Honest to God.  Given the history of this game, I can only conclude that GT is a great Black Hole of Suck, that draws us in, year after year.

Full disclosure:  I had to find the end of the game on YouTube.  I'd DVRed, and watched until the GT TD with 0:44 to play.  I then hit the stop button, the delete button and turned off the TV.  (That was about 1 1/2 hours ago.  I was at work during the game, and stayed away from news sources until I was home for the night.)  I'm aging fast enough as it is;  although I can't quite feel the icy fingers of Death, I can certainly make out his warmup swings with the scythe.  I don't need the Hokies to accelerate the process.  Either win big or lose early, so I can be done with it, FFS.

Note to Jim Weaver:  enough with The Worldwide Leader and their endless supply of cash;  please stop scheduling national level and/or conference games for that unbelievably ****** week of every season known as Week 1.  There's a reason our conference mates scheduled W&M, Richmond, Elon, Liberty, Murray St and FIU.  Our offense is bad enough as it is without LT needing to work on his timing in games.  I'm sure Oklahoma St will pass on the phone number for the Savannah St AD, if you ask nicely.

That comment had everything. Turning off the TV in anger. Hating on Jim Weaver. The phrase “Black Hole of Suck.” Everything.


Hokie Motivator of the Week

Each week, the Carnegie Mellon Football Analyst submits his own Hokie Motivator. Except that he’s on his honeymoon. Who goes on a honeymoon during football season?

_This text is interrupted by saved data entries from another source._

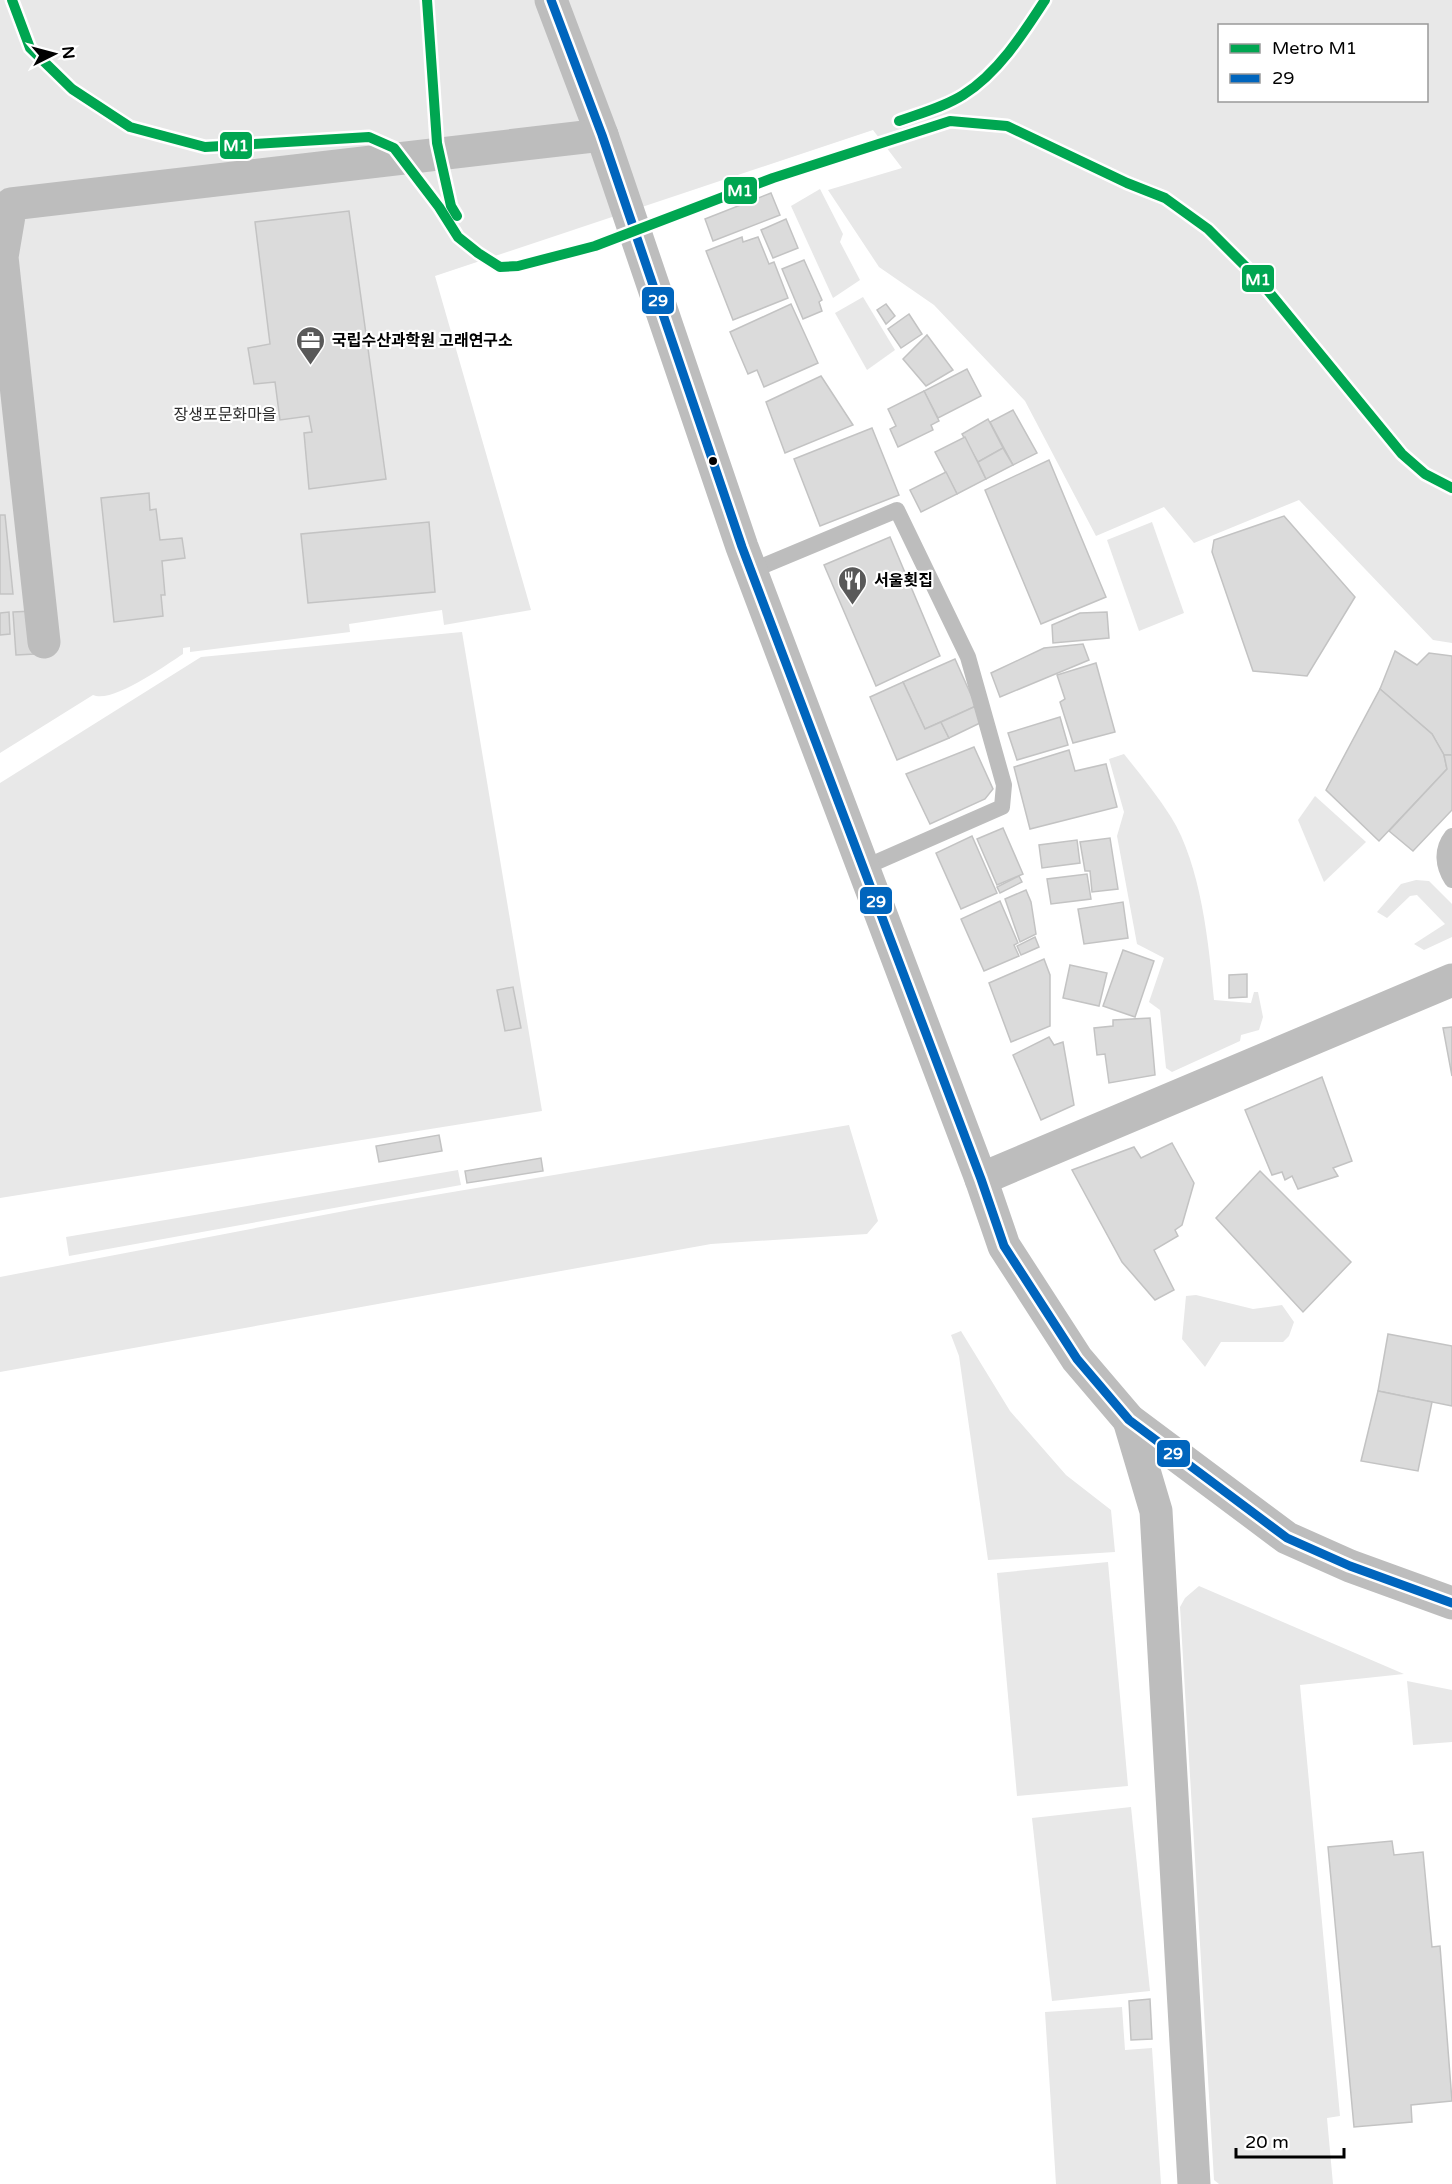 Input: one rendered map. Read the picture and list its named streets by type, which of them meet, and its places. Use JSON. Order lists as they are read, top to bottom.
{
  "parks": ["장생포문화마을"],
  "places": {
    "office": ["국립수산과학원 고래연구소"],
    "restaurant": ["서울횟집"]
  },
  "lines": ["metro line M1", "transit line 29"],
  "legend": ["Metro M1", "29"],
  "scale_bar": "20 m",
  "north": "right"
}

Oh, he’s attending Maryland for grad school?

It all makes sense now.

So we'll let D_w take this one...



Gratuitous Tommy Boy Quote of the Week

Yes, we're stealing this straight from Deadspin's Jamboroo. No, we don't care.

Nicole Taylor, Action 8 News: Is that why you've strapped a bomb to your chest?

Tommy: Oh, this isn't a bomb. These are road flares.

Ray Zalinsky: Road flares? Did you live under power lines as a kid, or something?

Tommy: Ha ha ha, why?


Replacement Voldemort of the Week

So I’ve been told that we are playing the Governor’s. Really. The Governor’s. Your mascot is a politician?

Well, whatever. We know two guys that are experts in taking out governor’s...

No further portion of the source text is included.